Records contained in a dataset
----------------

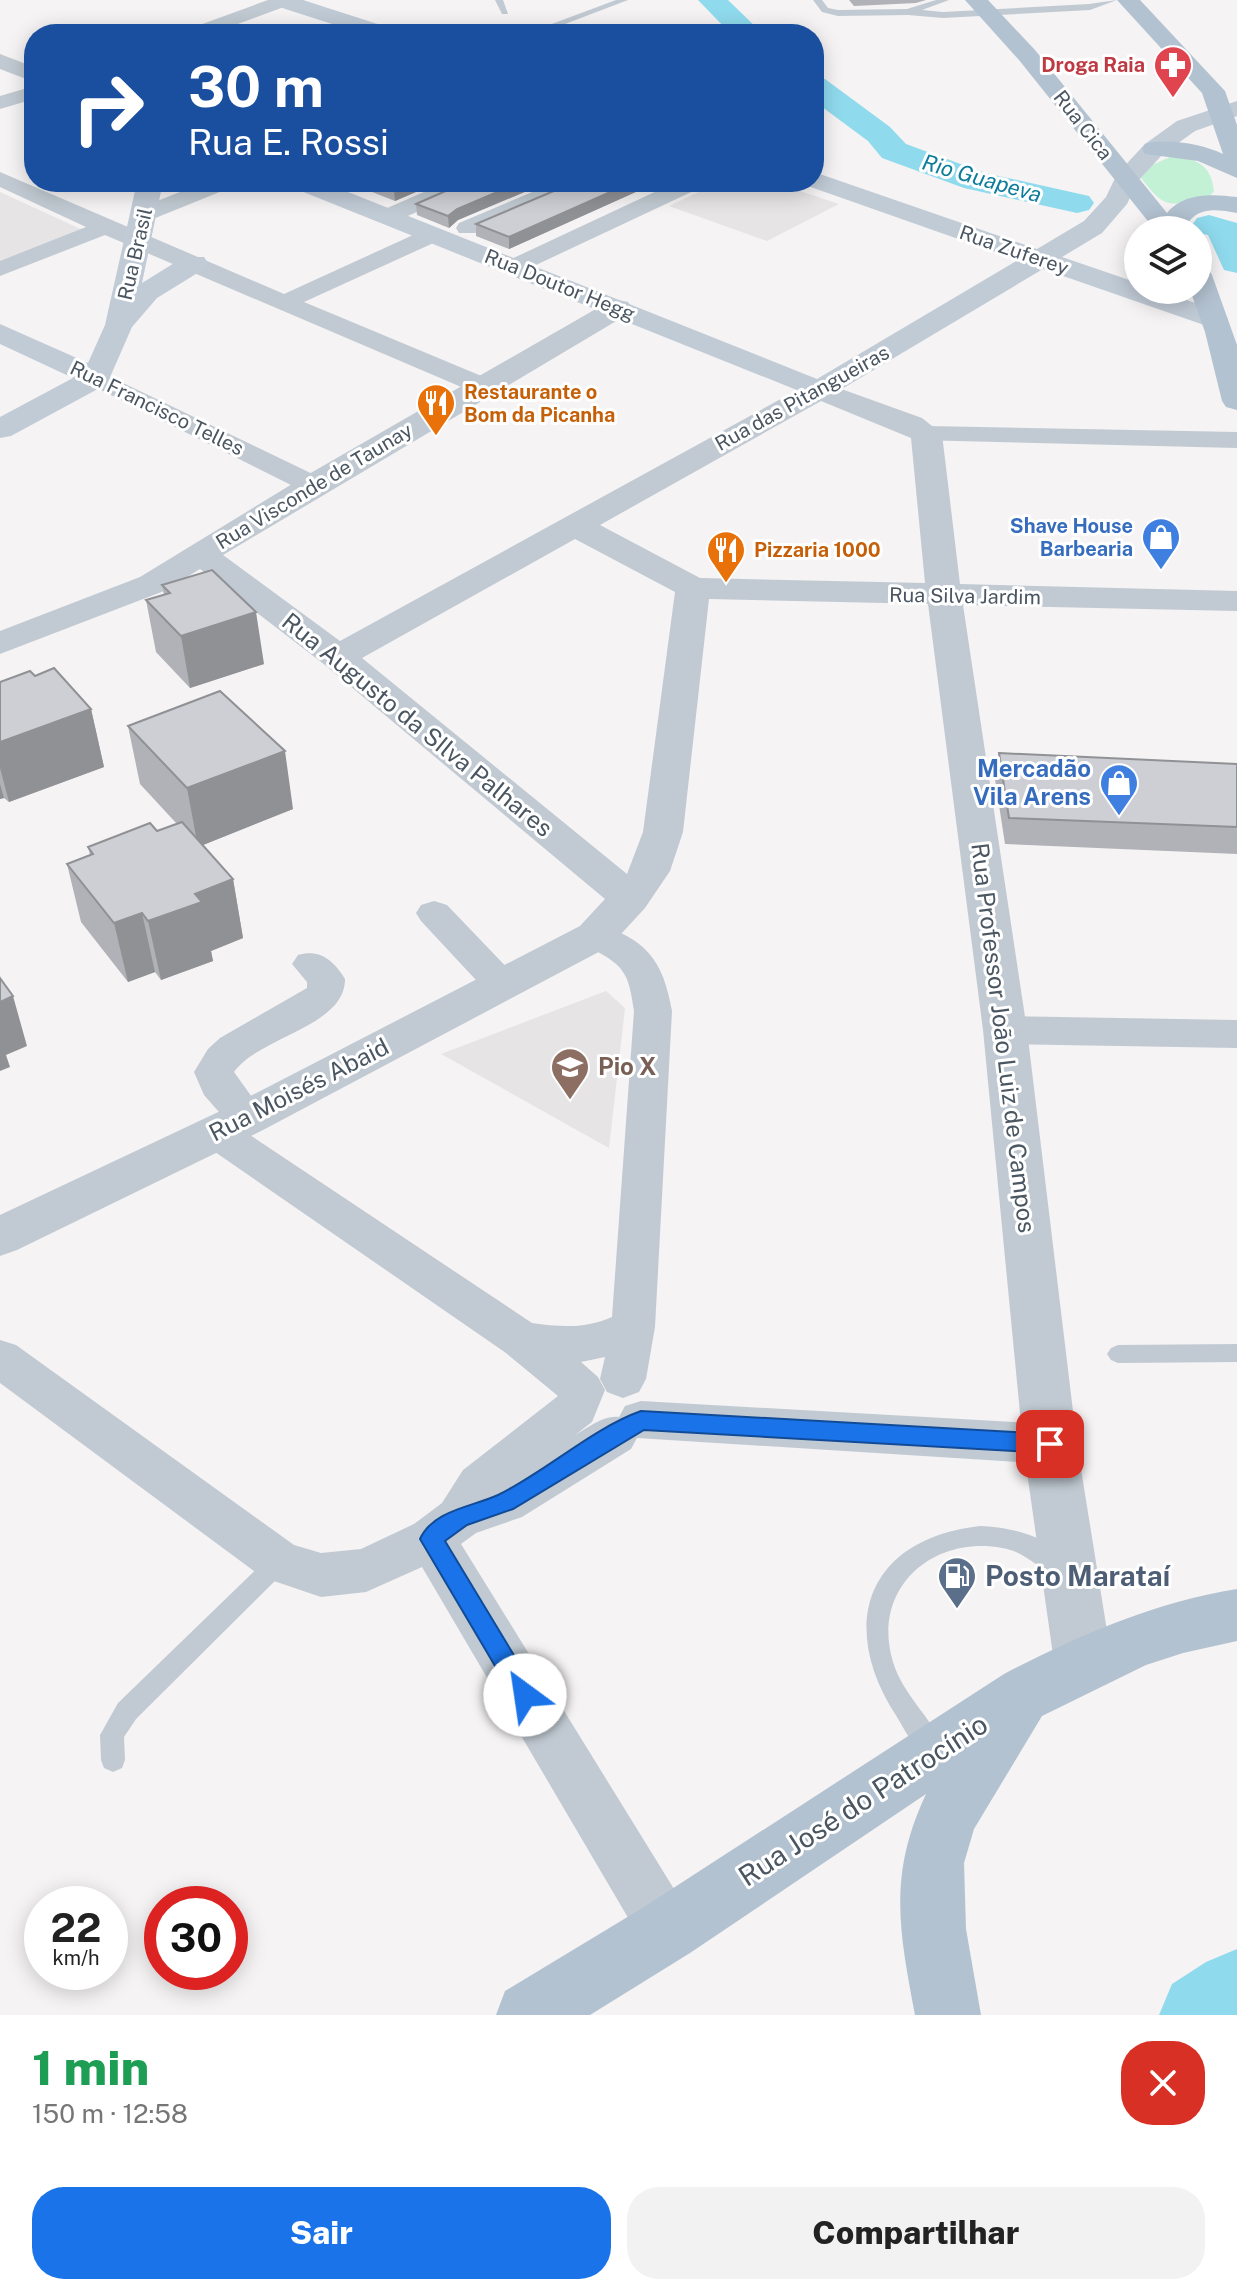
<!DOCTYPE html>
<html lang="pt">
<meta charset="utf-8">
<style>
:root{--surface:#fff;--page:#f2f2f2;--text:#222;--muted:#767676;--accent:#1a73e8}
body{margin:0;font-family:"Public Sans",sans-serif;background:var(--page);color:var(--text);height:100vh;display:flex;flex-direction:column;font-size:30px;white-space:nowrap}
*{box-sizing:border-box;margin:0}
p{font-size:26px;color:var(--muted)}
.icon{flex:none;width:44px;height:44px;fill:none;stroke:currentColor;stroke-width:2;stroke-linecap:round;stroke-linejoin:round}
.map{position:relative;height:2015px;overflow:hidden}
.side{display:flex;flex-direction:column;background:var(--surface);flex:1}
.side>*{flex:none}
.hud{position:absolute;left:24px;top:24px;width:800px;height:168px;border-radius:32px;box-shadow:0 4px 20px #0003;background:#1a4fa0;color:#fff;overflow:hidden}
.tools{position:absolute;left:1124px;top:216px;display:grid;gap:16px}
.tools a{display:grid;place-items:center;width:88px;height:88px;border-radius:50%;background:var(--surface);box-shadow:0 4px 20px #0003;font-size:40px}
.speed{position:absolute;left:24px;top:1886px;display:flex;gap:16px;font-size:40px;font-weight:700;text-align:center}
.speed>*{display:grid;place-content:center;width:104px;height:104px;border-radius:50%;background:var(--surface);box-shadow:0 4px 20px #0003;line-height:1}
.speed small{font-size:20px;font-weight:400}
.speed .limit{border:12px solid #d22;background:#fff;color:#111}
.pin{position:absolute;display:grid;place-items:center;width:68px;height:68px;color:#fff;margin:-34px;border-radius:16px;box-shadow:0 4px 12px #0006}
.me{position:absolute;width:88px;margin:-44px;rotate:329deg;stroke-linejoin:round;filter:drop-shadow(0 0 6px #0008)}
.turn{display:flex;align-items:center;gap:28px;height:168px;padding:0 32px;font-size:36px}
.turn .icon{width:104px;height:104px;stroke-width:2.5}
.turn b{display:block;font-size:56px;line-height:68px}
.round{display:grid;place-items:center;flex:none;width:84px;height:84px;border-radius:32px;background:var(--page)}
.summary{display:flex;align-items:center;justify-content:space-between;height:136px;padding:0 32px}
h1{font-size:48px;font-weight:800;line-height:60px;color:#1e9e55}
.primary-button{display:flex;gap:16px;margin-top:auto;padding:16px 32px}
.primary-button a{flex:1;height:92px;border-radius:32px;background:var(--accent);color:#fff;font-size:32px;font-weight:800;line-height:92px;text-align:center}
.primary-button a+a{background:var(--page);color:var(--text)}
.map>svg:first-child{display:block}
.education{fill:#e6e4e5}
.green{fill:#c3f1d5}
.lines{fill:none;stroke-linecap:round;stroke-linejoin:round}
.river{fill:#90daee;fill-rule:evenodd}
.service{fill:#c1cad2;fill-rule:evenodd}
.minor{fill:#c1cad2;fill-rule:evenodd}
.tertiary{fill:#c1cad2;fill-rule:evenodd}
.secondary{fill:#c1cbd6;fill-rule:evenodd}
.primary{fill:#b3c2d1;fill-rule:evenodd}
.wall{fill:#b0b2b7}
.shaded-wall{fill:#909195}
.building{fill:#cdcfd5;stroke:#909195;stroke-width:2}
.route{fill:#1a73e8;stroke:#114b97;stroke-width:2}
.labels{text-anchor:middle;stroke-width:6;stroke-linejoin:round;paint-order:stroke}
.far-health-label{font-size:20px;font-weight:bold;fill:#be3a42;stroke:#fff;text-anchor:end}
.far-street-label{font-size:20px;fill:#4a5661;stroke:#fff}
.far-food-label{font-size:20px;font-weight:bold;fill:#c56008;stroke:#fff;text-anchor:start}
.far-shop-label{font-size:20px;font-weight:bold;fill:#366cbe;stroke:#fff;text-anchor:end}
.far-water-label{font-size:22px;font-style:italic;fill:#0c7c9b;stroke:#fff}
.street-label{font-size:24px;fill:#4a5661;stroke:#fff}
.shop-label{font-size:24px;font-weight:bold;fill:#366cbe;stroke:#fff;text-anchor:end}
.education-label{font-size:24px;font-weight:bold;fill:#785e54;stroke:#fff;text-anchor:start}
.near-service-label{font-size:28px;font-weight:bold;fill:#4e5e75;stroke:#fff;text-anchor:start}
.near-street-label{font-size:28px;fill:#4a5661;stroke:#fff}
</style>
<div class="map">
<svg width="1237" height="2015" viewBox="0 0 1237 2015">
<rect width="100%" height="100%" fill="#f5f3f3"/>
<path class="education" d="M720,182h53l66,22 -72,37 -98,-35z
M0,192l85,39 -85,33z
M606,991l19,17 -16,140 -168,-94z"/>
<path class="green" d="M1170,157c26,1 41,7 44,34 -5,7 -9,7 -17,9 -32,8 -36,3 -56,-22l9,-12z"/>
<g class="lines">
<path class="river" d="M698,0h30l35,34h-32z
M814,77l11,2 65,48 16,17 79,29 104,23 5,7 -5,7 -12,3 -113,-25 -82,-30 -14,-17 -54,-40z
M1209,215l28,8v50l-13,-3 -16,-35 -10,-2 -6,-8 5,-7z
M1237,1949v66h-78l13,-31 34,-22z"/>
<path class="service" d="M495,0h8l5,14h-6z
M616,0h12l-89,34h-14z
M813,0h9l6,8 10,2 69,-1 29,-9h13l-27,10 21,2 146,-8 28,-4 -27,10 -147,8 -35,-3 -70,1 -16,-4z
M1237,1344v18l-119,1 -7,-3 -4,-6 4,-6 7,-3z
M980,1526c29,1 74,10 88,39l-4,7 -8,3c-20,-7 -32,-24 -54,-27 -71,-13 -131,42 -109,114 10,33 38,55 51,85l-3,8 -9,4c-16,-6 -26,-27 -35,-42 -60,-91 -31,-178 83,-191z
M279,1552l8,3 4,7 -4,7 -151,150 -12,18 1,23 -3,8 -9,4 -9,-4 -3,-8 -1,-25 18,-32 153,-148z"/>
<path class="minor" d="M268,0h26l-2,4 -81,30h-28l3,-4z
M34,86v13l-34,10v-13z
M0,172l284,122 140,-64h16l4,5 -4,5 -136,62 187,78 4,6 -4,6h-18l-368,-157 -105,41v-15l86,-34 -86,-40z
M205,182h30l-3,5 -79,32h-16l-3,-5 3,-5z
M447,182h30l-3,5 -80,35h-16l-3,-5 3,-5z
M556,182h30l-3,5 -108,46h-16l-3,-5 3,-5z
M676,182h29l-3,5 -181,85h-16l-4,-5 4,-5z
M96,370l227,109 4,6 -4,6 -10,2 -10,-2 -216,-108 -4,-5 4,-5z
M926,426l311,6v16l-321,-8 -3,-6 3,-6z
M434,901l13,4 68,71 6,9 -6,9 -13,4 -13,-4 -68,-73 -5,-8 5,-8z
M595,924c51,14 68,36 77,87l-17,316 -9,52 -7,13 -16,6 -16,-6 -7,-13 5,-22 -24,5 17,15 7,13 -13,32 -17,13c14,-8 29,-20 44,-18l6,-11 16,-5 409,23 16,6 7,14 -7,14 -16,6 -413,-26 -6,11 -109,68 -46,16 -15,11 226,366 8,20 -8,20 -20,8 -20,-8 -225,-383 -56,25 -45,5 -59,-20 -262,-194v-43l16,5 278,200 27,8 40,-4 53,-25 28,-21 21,-33 95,-74 -52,-43 -304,-210 -6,-11 6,-11 14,-4 10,3 -22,-25 -10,-23 14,-23 12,-11 87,-50v-6l-15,-18 6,-9c22,-6 35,5 47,24 0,48 -85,57 -111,93l33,46 -6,10 -14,5 285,190c27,4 54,6 80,-6l22,-306c-5,-33 -7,-44 -38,-60 -9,-4 -14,-6 -19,-15l5,-9z
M1005,1016l232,4v28l-232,-4 -14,-4 -5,-10 5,-10z"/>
<path class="tertiary" d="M0,54l34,13v15l-34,-13z
M618,300l10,2 4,6 -4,6 -405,241 117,86 468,-257 11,-3 103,37 20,16 18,150 277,7v20l-274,-6 64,425 50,414 35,218 -8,19 -21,8 -21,-8 -8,-19 -31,-218 -40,-414 -55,-426 -219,-5 -26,233 -13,39 -25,37 -35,38 -347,184 -246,120 -17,6v-41l231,-109 349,-180 25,-27 -280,-234 -125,-96 -36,22 -164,63v-23l140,-54 162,-99 306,-176zM821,401l90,37 14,145 -225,-5 -100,-53zM575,539l100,53 -32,240 -16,42 -265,-216z"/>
<path class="secondary" d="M270,0h33l90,29 3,5h-33l-90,-29z
M196,27h43l11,7h-65z
M1237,101v15l-42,15 -32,23 -25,27 -11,23 -25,29 -40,24 76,26v7h20l66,23 4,6 -4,6 -10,3 -10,-3 -161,-56 -213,127 -11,3 -528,-212 -4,-5h36l494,197 201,-119 -213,-75 -2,-3h11v-10l223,77 47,-28 22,-24 11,-23 28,-30 32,-23z
M137,182h26l-21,101 42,-26h20l4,6 -4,6 -47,29 -25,29 -25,57 -96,52 -11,2v-21l73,-39 -73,-34v-20l88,39 17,-38z"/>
<path class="primary" d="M965,0h23l47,50 132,163c17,-21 46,-19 70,-16v16c-22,-4 -42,-7 -53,17h-29l-136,-170z
M1117,0h23l85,91 12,34v53l-39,-17 -53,-7 -3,-5 3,-5c23,-6 57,0 78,10l-21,-61z
M1198,267l10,2 4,6 25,70v65l-11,-3 -4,-6 -17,-69 -15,-42h8z
M1237,1589v52l-54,12 -37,12 -104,51 -68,113 -10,34 2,66 15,86h-66c-16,-85 -27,-140 11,-221l-236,159 -100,62h-94l9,-24 139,-84 360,-233c73,-38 151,-72 233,-85z"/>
</g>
<path class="wall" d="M849,0h77l-10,3 -62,3z
M347,182h92l-44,19z
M466,182h82l-90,38 -9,8 -32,-13 -1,-11z
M575,182h83l-149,67 -33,-13v-12z
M162,585l102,79 -74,24 -34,-36 -10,-52 18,-5z
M35,676l56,33 13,58 -95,35 -5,-4 -4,1v-117z
M128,726l165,83 -90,36 30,34 10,59 -32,13 2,10 -52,19 -6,-8 -27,10 -47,-60 -14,-58 23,-9 -2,-8 69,-16 20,-7 -37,-40z
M999,753l238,11v90l-232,-10 -10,-65z"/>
<path class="shaded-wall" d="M412,182h27l-44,19 -1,-11z
M521,182h27l-90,38 -9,8 -1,-12 9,-7z
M633,182h25l-149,67v-12z
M256,612l8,52 -74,24 -9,-52z
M91,709l13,58 -95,35 -9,-34v-26z
M285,751l8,58 -95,38 -11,-59z
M0,784l4,14 -4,1z
M233,879l10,59 -32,13 2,10 -52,19 -13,-59 47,-27z
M142,913l13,59 -27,10 -14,-59z
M13,996l14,50 -21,9 4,12 -10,4v-69z"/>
<path class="building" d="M374,182h38l-18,8z
M466,182h55l-64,27 -9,7 -32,-12z
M575,182h58l-124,55 -33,-13z
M212,570l44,42 -75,24 -35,-36 24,-7 -8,-8z
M54,668l37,41 -91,33v-60l30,-11 5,5z
M220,691l65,60 -98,37 -59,-62z
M999,753l238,11v63l-228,-9z
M182,822l51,57 -38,15 7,8 -54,19 -6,-8 -28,10 -47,-59 26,-10 -5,-7 62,-24 7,8z
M0,978l13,18 -13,6z"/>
<path class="route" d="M641,1411l409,23 8,3 4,7 -4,6 -8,3 -406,-23 -131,79 -46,16 -22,16 93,154 -4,8 -9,4 -8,-4 -97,-164c13,-29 52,-32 78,-44 47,-23 95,-67 143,-84z"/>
<defs>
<g id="pharmacy-pin" transform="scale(2)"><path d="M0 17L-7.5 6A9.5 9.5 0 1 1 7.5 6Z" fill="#e0444e" stroke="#fff"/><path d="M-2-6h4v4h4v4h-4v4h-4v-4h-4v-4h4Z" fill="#fff"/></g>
<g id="restaurant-pin" transform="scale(2)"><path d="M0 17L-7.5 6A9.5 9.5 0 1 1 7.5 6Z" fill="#e8710a" stroke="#fff"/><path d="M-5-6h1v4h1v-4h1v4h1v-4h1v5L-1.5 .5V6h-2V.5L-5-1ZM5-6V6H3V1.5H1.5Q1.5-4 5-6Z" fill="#fff"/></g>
<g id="shop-pin" transform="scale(2)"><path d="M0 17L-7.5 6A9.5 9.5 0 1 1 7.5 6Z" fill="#3f7fe0" stroke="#fff"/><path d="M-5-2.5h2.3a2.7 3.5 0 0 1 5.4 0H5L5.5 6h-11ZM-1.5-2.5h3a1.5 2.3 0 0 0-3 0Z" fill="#fff"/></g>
<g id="school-pin" transform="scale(2)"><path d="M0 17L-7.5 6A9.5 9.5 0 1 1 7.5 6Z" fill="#8d6e63" stroke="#fff"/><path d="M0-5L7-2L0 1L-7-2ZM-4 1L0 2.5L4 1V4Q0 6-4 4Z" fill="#fff"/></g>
<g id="fuel-pin" transform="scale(2)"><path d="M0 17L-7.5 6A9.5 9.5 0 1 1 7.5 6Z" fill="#5c6f8a" stroke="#fff"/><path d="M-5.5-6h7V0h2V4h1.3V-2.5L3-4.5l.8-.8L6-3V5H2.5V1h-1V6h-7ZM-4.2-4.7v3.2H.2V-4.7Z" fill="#fff"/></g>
</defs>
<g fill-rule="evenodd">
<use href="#pharmacy-pin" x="1173" y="65"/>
<use href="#restaurant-pin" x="436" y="403"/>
<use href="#shop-pin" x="1161" y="537"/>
<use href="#restaurant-pin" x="726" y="550"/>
<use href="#shop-pin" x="1119" y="783"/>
<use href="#school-pin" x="570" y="1067"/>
<use href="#fuel-pin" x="957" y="1576"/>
</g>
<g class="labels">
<g class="far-health-label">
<text x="1145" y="72">Droga Raia</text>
</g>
<g class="far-street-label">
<text transform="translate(1083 125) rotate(52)" y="7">Rua Cica</text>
<text transform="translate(1014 250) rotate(19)" y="7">Rua Zuferey</text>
<text transform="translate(135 254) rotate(-77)" y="7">Rua Brasil</text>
<text transform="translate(560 285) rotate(22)" y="7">Rua Doutor Hegg</text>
<text transform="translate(802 398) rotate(-29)" y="7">Rua das Pitangueiras</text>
<text transform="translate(157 408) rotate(26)" y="7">Rua Francisco Telles</text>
<text transform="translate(314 486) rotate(-31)" y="7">Rua Visconde de Taunay</text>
<text transform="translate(965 596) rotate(1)" y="7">Rua Silva Jardim</text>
</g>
<g class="far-food-label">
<text x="464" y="399">Restaurante o<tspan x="464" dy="23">Bom da Picanha</tspan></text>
<text x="754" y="557">Pizzaria 1000</text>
</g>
<g class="far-shop-label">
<text x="1133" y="533">Shave House<tspan x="1133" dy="23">Barbearia</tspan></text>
</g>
<g class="far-water-label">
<text transform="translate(982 178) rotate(16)" y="8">Rio Guapeva</text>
</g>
<g class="street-label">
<text transform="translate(417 725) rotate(39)" y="8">Rua Augusto da SIlva Palhares</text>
<text transform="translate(1003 1038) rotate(83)" y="8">Rua Professor João Luiz de Campos</text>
<text transform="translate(299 1090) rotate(-27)" y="8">Rua Moisés Abaid</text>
</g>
<g class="shop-label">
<text x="1091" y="777">Mercadão<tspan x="1091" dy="28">Vila Arens</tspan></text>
</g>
<g class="education-label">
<text x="598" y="1075">Pio X</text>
</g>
<g class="near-service-label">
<text x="985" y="1586">Posto Marataí</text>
</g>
<g class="near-street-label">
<text transform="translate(863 1800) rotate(-33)" y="10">Rua José do Patrocínio</text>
</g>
</g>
</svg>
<div class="tools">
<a><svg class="icon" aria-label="layers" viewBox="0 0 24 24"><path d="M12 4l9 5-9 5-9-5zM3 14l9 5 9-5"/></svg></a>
</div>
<div class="speed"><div>22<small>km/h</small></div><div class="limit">30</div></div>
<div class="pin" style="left:1050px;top:1444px;background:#d93025"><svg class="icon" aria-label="arrive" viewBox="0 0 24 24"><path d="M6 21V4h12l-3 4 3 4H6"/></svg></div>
<svg class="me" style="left:525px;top:1695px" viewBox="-20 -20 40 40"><circle r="19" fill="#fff"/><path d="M0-13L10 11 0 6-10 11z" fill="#1a73e8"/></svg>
<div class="hud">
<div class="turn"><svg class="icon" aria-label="right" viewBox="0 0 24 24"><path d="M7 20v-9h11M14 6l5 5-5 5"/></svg><div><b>30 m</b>Rua E. Rossi</div></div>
</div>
</div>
<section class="side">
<div class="summary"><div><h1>1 min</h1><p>150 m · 12:58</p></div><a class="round" style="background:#d93025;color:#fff"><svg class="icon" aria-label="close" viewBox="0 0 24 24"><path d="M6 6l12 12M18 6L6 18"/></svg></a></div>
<div class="primary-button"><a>Sair</a><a>Compartilhar</a></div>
</section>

----------------

**Task objective**
Look through the data above for the string "hidden" and copy every line where it appears.

**Worked solution**
.map{position:relative;height:2015px;overflow:hidden}
.hud{position:absolute;left:24px;top:24px;width:800px;height:168px;border-radius:32px;box-shadow:0 4px 20px #0003;background:#1a4fa0;color:#fff;overflow:hidden}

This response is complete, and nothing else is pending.